About The Present
Time, at the scale of life.
The Present began with a simple realization: how can we 'live in the moment' when the moment changes every second?
Modern life gives us constant reference for the day. Clocks, calendars, alerts, deadlines. But the larger arc those moments belong to is usually left out.
The Present restores that larger arc.
It does not replace ordinary timekeeping. It adds back a scale of time that modern life rarely shows: the year as a continuous whole.
Why it exists
Ordinary clocks are built for coordination. They help us arrive, measure, schedule, respond.
The Present serves a different purpose.
It was designed for people who want time to feel less fragmented. Less like a stream of separate moments. More like something continuous, unfolding, and lived.
Seen at the scale of the year, the present changes.
It feels less fleeting.
Less compressed.
More grounded within something larger.
What changes
People who live with The Present describe a subtle but persistent shift. Less hurry. Clearer seasons. The feeling of having a friend in time. A wider horizon.
Not because time slows down. Because the present moment is finally seen against the year it belongs to.
In biology, daily rhythms are called circadian. Yearly rhythms are called circannual. We are attuned to both. Modern tools only make one of them visible.
The Present is designed to make the other one felt.
How it works
The Present is a silent, battery-powered wall clock with a single hand that completes one revolution every 365.24 days.
There are no apps, updates, notifications, or settings to manage.
It does not tell you what to do.
It does not ask for constant attention.
It hangs quietly in the room and lets the year remain visible as a whole.

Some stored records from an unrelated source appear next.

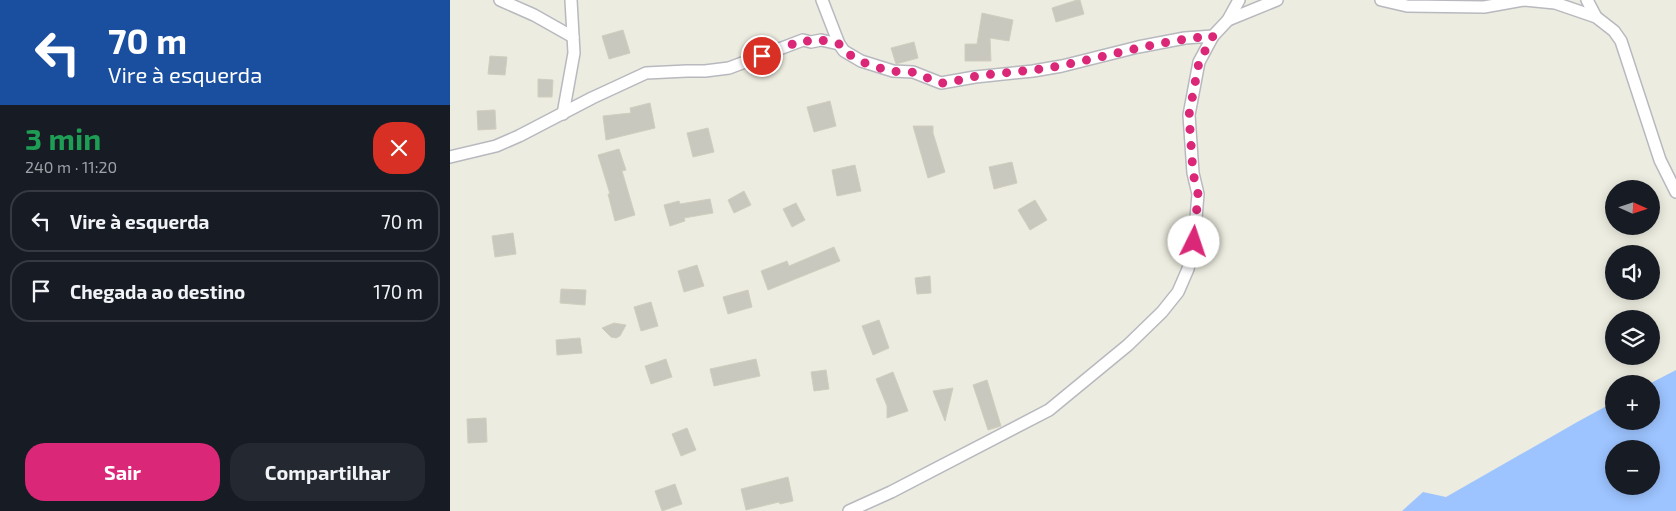 <!DOCTYPE html>
<html lang="pt">
<head>
<meta charset="utf-8">
<style>
  body { margin:0; font-family:"Exo 2",sans-serif; background:#242831; color:#f1f3f6; height:100vh; display:flex; flex-direction:column; font-size:19px; white-space:nowrap }
  * { box-sizing:border-box; margin:0 }
  p { font-size:16px; color:#9ea1a6 }
  .icon { flex:none; width:28px; height:28px; fill:none; stroke:currentColor; stroke-width:2; stroke-linecap:round; stroke-linejoin:round }
  .map { position:relative; flex:1; overflow:hidden }
  .side { display:flex; flex-direction:column; background:#171b24; width:450px }
  .side>* { flex:none }
  .hud { background:#1a4fa0; color:#fff; overflow:hidden }
  .needle { width:32px; rotate:93deg }
  .tools { position:absolute; left:1155px; top:180px; display:grid; gap:10px }
  .tools a { display:grid; place-items:center; width:55px; height:55px; border-radius:50%; background:#171b24; box-shadow:0 2px 12px #0003; font-size:25px }
  .pin { position:absolute; display:grid; place-items:center; width:42px; height:42px; color:#fff; margin:-21px; border:2px solid #fff; border-radius:50%; box-shadow:0 1px 5px #0007 }
  .me { position:absolute; width:55px; margin:-28px; rotate:4deg; stroke-linejoin:round; filter:drop-shadow(0 0 4px #0008) }
  .turn { display:flex; align-items:center; gap:18px; height:105px; padding:0 25px; font-size:22px }
  .turn .icon { width:65px; height:65px; stroke-width:2.5 }
  .turn b { display:block; font-size:35px; line-height:42px }
  .round { display:grid; place-items:center; flex:none; width:52px; height:52px; border-radius:20px; background:#242831 }
  .overview { display:flex; align-items:center; justify-content:space-between; height:85px; padding:0 25px }
  h1 { font-size:30px; font-weight:700; line-height:38px; color:#1e9e55 }
  .button { display:flex; gap:10px; margin-top:auto; padding:10px 25px }
  .button a { flex:1; height:58px; border-radius:20px; background:#db2777; color:#fff; font-size:20px; font-weight:700; line-height:58px; text-align:center }
  .button a+a { background:#242831; color:#f1f3f6 }
  ul { padding:0; list-style:none }
  li { display:flex; align-items:center; gap:15px; height:62px; margin:0 10px 8px; padding:0 15px; border:2px solid #363941; border-radius:20px }
  li div { flex:1 }
  li b { display:block; font-size:19px }
  li em { font-style:normal }
  main { display:flex; flex:1; min-height:0 }
  .map>svg:first-child { display:block }
</style>
</head>
<body>
<main>
<section class="side">
<div class="hud">
<div class="turn"><svg class="icon" aria-label="left" viewBox="0 0 24 24"><path d="M17 20v-9H6M10 6l-5 5 5 5"/></svg><div><b>70 m</b>Vire à esquerda</div></div>
</div>
<div class="overview"><div><h1>3 min</h1><p>240 m · 11:20</p></div><a class="round" style="background:#d93025;color:#fff"><svg class="icon" aria-label="close" viewBox="0 0 24 24"><path d="M6 6l12 12M18 6L6 18"/></svg></a></div>
<ul>
<li><svg class="icon" aria-label="left" viewBox="0 0 24 24"><path d="M17 20v-9H6M10 6l-5 5 5 5"/></svg><div><b>Vire à esquerda</b></div><em>70 m</em></li>
<li><svg class="icon" aria-label="arrive" viewBox="0 0 24 24"><path d="M6 21V4h12l-3 4 3 4H6"/></svg><div><b>Chegada ao destino</b></div><em>170 m</em></li>
</ul>
<div class="button"><a>Sair</a><a>Compartilhar</a></div>
</section>
<div class="map">
<svg width="1226" height="511" viewBox="0 0 1226 511">
  <rect width="100%" height="100%" fill="#ecece0"/>
  <!-- water -->
  <path fill="#9dc4ff" fill-rule="evenodd" d="M1226,370V511H952L973,492L996,497L1129,421L1164,402V421H1201V384H1199ZM1164,449H1201V486H1164Z"/>
  <!-- building -->
  <g fill="#c9c8bf" stroke="#d1cebe">
    <path d="M627,0H630L634,14L606,22L602,8Z"/>
    <path d="M532,13L563,20L559,41L540,38L541,61H515V44H527Z"/>
    <path d="M173,30L180,53L159,59L152,36Z"/>
    <path d="M464,42L468,58L446,64L441,48Z"/>
    <path d="M40,56L57,57L55,75L38,74Z"/>
    <path d="M88,79L103,80L102,97H88Z"/>
    <path d="M380,101L386,126L364,132L357,107Z"/>
    <path d="M200,103L205,128L156,140L153,116L181,113L180,108Z"/>
    <path d="M43,110H45L46,129L28,130L27,111Z"/>
    <path d="M463,126H483V133L495,172L478,178Z"/>
    <path d="M258,128L264,152L243,157L237,133Z"/>
    <path d="M169,149L176,170L172,171L185,215L165,221L158,194H160L148,155Z"/>
    <path d="M562,162L567,183L544,189L539,167Z"/>
    <path d="M405,165L411,191L387,196L382,170Z"/>
    <path d="M294,191L301,205L284,213L278,200Z"/>
    <path d="M260,199L263,213L234,218L235,221L220,226L214,205L229,201L230,204Z"/>
    <path d="M585,200L597,220L580,230L568,210Z"/>
    <path d="M346,203L355,220L342,227L333,209Z"/>
    <path d="M63,233L66,254L45,257L42,236Z"/>
    <path d="M384,247L390,261L318,290L311,271L337,261L339,266Z"/>
    <path d="M247,265L254,286L234,292L228,271Z"/>
    <path d="M480,276L481,293L467,294L465,278Z"/>
    <path d="M111,289L136,290L135,305L110,303Z"/>
    <path d="M298,290L302,307L278,314L273,297Z"/>
    <path d="M201,302L208,326L191,331L184,307Z"/>
    <path d="M429,320L439,348L423,355L412,326Z"/>
    <path d="M164,323L176,325L170,336L166,338L161,337L152,328Z"/>
    <path d="M130,338L132,353L107,355L106,340Z"/>
    <path d="M216,359L222,377L201,384L195,366Z"/>
    <path d="M306,359L310,376L264,386L260,369Z"/>
    <path d="M376,370L379,389L364,391L361,372Z"/>
    <path d="M443,372L458,411L437,418V406L426,379Z"/>
    <path d="M537,380L551,426L538,430L523,385Z"/>
    <path d="M503,388L495,421L483,391Z"/>
    <path d="M36,418L37,442L18,443L17,419Z"/>
    <path d="M237,428L246,450L231,456L222,434Z"/>
    <path d="M338,477L343,501L330,504L329,502L296,510L291,489Z"/>
    <path d="M225,484L232,504L212,511L205,491Z"/>
  </g>
  <g fill="none" stroke-linecap="round" stroke-linejoin="round">
    <!-- service casing -->
    <g stroke="#b8b9bf" stroke-width="14">
      <g id="service">
        <path d="M50,0L84,15L123,37"/>
        <path d="M372,0L389,44"/>
        <path d="M931,0L957,6L1034,7L1073,0L1105,3L1146,17L1164,31L1171,41L1210,160L1226,192"/>
        <path d="M1137,0L1146,17"/>
        <path d="M778,20L827,0"/>
        <path d="M113,114L124,53L121,0"/>
        <path d="M0,157L46,146L69,136L142,98L196,73L237,71H255L279,68L353,40L361,42L371,40L389,44L394,51L411,61L443,71L463,72L491,83L525,77L583,71L612,66L688,47L735,38L763,36"/>
        <path d="M399,511L441,492L599,410L678,345L712,312L728,292L738,269L744,242L748,194L743,173L739,115L749,62L763,36L778,20L789,0"/>
      </g>
    </g>
    <!-- service -->
    <use href="#service" stroke="#fff" stroke-width="11"/>
  </g>
  <g fill="none" stroke-linecap="round" stroke-linejoin="round">
    <!-- route -->
    <path stroke="#db2777" stroke-width="9" stroke-dasharray="0 16.2" d="M312,56L353,40L361,42L371,40L389,44C400,60 424,67 442,71C448,72 455,71 461,72C472,73 483,83 493,83C504,82 516,78 527,76C556,72 585,71 614,65C663,55 712,40 763,36L749,62L739,115L743,173L748,194L744,242"/>
  </g>
</svg>
<div class="tools">
<a><svg class="needle" viewBox="-14 -14 28 28"><path d="M0-13l5 13h-10z" fill="#e53935"/><path d="M0 13l5-13h-10z" fill="#9ea1a6"/></svg></a>
<a><svg class="icon" aria-label="sound" viewBox="0 0 24 24"><path d="M4 9h4l5-4v14l-5-4H4zM17 9q2 3 0 6"/></svg></a>
<a><svg class="icon" aria-label="layers" viewBox="0 0 24 24"><path d="M12 4l9 5-9 5-9-5zM3 14l9 5 9-5"/></svg></a>
<a>+</a>
<a>−</a>
</div>
<div class="pin" style="left:312px;top:56px;background:#d93025"><svg class="icon" aria-label="arrive" viewBox="0 0 24 24"><path d="M6 21V4h12l-3 4 3 4H6"/></svg></div>
<svg class="me" style="left:744px;top:242px" viewBox="-20 -20 40 40"><circle r="19" fill="#fff"/><path d="M0-13L10 11 0 6-10 11z" fill="#db2777"/></svg>
</div>
</main>
</body>
</html>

Meet Scott Thrift, the person who makes each timepiece.

Ssong Yang and Scott Thrift with their daughter on her first birthday, Spring 2025.
About Scott Thrift
I'm Scott Thrift. I started The Present in 2012.
When I was six, I nearly drowned in a riptide off the coast of Florida. In the moment before I was rescued, something became very clear: I wasn't done yet.
I've spent the years since trying to understand what that meant. The Present is the closest I've come to an answer.
Before this, I spent over a decade as a filmmaker, co-founding the production company m ss ng p eces, documenting design processes on six continents, learning how the cut, the frame, and the rhythm of a scene can change what a moment means. Film taught me that time is not a fixed thing. It is shaped by the instrument that shows it.
In 2011, I built the first prototype of a clock with one hand that makes one full revolution per year. Over the next fourteen years, I made and shipped more than 10,000 of them to owners in 44 countries. I assemble every unit by hand in Burlington, Vermont, where I live with my wife Ssong and our daughter.
The thing that keeps me going is the letters. People write to tell me that something shifted. Not dramatically. Just enough. The year became real. The days stopped feeling interchangeable. They felt grounded in a new appreciation for time.
That's the why. I think life deserves a wider view.

Scott Thrift dancing on the bottom of the world in Antarctica, Winter 2012.
Scott Thrift with his daughter, Fall 2024.